Expressing love with jewellery has been a tradition long adopted by lovers in London, and you have only to delve into our collection of ‘posy rings’ to see this reflected throughout the ages.
These delightful gold finger rings are defined by a short inscription (a ‘posy’, ‘posie’ or ‘poesy’) blazoned on their surface. With romantic quotations inscribed on the ring’s inner surface, they were most popular among courting lovers between the 15th and 17th centuries.
Whereas romantic inscriptions during the middle ages would be found etched onto the outside of finger rings, by the 16th century these private declarations of love showed up on the inside of the ring, ‘next the finger, not to be seen of him that holdeth you by the hand.’ (Art of English Poesie)
By the 17th century, ‘poesies’ were cropping up everywhere and adorned all sorts of objects – not just rings but on knives, spoons and even girdles and trenchers!
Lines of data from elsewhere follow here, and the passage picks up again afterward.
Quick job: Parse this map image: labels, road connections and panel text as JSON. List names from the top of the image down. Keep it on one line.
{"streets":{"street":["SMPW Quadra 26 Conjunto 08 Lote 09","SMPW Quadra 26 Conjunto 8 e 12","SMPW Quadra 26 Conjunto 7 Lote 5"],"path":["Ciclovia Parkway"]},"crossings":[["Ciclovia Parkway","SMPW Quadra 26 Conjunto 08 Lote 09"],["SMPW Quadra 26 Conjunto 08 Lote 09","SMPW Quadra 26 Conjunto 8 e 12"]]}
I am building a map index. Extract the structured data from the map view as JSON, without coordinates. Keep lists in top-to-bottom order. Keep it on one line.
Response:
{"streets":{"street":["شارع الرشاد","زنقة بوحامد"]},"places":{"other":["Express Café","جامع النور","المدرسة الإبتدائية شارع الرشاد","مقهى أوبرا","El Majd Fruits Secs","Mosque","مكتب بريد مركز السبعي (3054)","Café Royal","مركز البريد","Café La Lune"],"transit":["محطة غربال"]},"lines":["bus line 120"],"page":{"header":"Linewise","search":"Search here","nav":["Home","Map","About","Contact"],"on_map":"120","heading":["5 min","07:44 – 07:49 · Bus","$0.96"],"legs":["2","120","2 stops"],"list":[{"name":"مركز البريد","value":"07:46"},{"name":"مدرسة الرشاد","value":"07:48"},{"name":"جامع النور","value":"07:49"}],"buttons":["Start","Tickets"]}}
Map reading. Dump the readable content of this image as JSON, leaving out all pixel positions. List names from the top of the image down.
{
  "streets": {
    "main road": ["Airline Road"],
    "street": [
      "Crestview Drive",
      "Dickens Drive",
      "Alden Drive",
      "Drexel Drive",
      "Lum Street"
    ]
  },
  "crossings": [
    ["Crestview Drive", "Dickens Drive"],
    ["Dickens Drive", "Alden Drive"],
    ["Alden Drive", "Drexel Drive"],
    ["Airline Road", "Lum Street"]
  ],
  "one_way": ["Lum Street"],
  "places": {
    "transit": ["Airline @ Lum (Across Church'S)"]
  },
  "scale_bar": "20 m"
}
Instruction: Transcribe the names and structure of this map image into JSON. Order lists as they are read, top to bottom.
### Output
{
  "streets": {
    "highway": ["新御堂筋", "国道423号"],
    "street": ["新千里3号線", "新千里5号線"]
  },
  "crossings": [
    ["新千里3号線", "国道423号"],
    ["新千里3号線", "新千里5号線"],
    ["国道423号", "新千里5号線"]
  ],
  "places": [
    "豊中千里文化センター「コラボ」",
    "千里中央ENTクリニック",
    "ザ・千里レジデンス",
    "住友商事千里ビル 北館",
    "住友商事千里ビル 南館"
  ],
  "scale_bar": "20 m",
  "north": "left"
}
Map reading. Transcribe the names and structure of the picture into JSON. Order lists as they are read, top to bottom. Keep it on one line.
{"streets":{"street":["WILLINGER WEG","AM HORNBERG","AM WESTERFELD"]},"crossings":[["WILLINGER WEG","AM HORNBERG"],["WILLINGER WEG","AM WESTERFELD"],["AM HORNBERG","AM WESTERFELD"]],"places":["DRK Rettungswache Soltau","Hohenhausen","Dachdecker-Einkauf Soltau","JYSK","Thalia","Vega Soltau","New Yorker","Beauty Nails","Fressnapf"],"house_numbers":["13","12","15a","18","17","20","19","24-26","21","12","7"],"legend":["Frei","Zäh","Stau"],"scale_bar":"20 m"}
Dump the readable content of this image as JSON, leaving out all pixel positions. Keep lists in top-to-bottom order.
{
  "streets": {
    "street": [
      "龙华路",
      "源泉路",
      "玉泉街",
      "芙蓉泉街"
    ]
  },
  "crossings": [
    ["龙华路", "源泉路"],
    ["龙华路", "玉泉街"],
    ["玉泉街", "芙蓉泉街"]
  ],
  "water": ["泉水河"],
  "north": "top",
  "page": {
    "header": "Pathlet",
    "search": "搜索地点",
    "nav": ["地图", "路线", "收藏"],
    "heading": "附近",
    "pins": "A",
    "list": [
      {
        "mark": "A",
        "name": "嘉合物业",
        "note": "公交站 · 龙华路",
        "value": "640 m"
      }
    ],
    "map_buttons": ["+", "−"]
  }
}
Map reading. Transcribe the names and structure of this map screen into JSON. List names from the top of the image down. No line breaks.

Books like The Academy of Complements or A new way of Wooing, published in London, were plundered by jewellers and their customers alike, searching for pithy declarations of love that would impress the ring’s wearer.
Once used as wedding rings, and even tokens of memorial, posy rings began to go out of fashion by the end of the 18th century. While today’s trends still see people opting for clothes and jewellery emblazoned with designer names and mottoes, these words are now so often chosen by designers rather than by poets, writers or individuals themselves.